**Task objective**
Copy the data below exactly.

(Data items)
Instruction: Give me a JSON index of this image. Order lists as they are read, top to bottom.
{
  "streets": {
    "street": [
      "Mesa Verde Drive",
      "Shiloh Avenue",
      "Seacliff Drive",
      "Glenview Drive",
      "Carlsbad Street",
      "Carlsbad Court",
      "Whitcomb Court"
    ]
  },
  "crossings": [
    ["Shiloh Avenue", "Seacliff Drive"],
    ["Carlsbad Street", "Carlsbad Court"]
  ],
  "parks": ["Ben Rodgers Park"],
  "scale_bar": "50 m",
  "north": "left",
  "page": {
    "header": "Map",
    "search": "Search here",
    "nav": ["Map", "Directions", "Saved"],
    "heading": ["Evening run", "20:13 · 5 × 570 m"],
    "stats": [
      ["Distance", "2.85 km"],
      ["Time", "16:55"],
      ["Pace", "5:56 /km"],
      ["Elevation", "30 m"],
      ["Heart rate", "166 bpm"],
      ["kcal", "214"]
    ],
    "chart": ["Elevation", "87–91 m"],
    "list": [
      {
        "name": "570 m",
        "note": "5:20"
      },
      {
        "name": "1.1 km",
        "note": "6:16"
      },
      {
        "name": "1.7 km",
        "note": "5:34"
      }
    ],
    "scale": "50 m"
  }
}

**Output below**
Instruction: Give me a JSON index of this image. Order lists as they are read, top to bottom.
{
  "streets": {
    "street": [
      "Mesa Verde Drive",
      "Shiloh Avenue",
      "Seacliff Drive",
      "Glenview Drive",
      "Carlsbad Street",
      "Carlsbad Court",
      "Whitcomb Court"
    ]
  },
  "crossings": [
    ["Shiloh Avenue", "Seacliff Drive"],
    ["Carlsbad Street", "Carlsbad Court"]
  ],
  "parks": ["Ben Rodgers Park"],
  "scale_bar": "50 m",
  "north": "left",
  "page": {
    "header": "Map",
    "search": "Search here",
    "nav": ["Map", "Directions", "Saved"],
    "heading": ["Evening run", "20:13 · 5 × 570 m"],
    "stats": [
      ["Distance", "2.85 km"],
      ["Time", "16:55"],
      ["Pace", "5:56 /km"],
      ["Elevation", "30 m"],
      ["Heart rate", "166 bpm"],
      ["kcal", "214"]
    ],
    "chart": ["Elevation", "87–91 m"],
    "list": [
      {
        "name": "570 m",
        "note": "5:20"
      },
      {
        "name": "1.1 km",
        "note": "6:16"
      },
      {
        "name": "1.7 km",
        "note": "5:34"
      }
    ],
    "scale": "50 m"
  }
}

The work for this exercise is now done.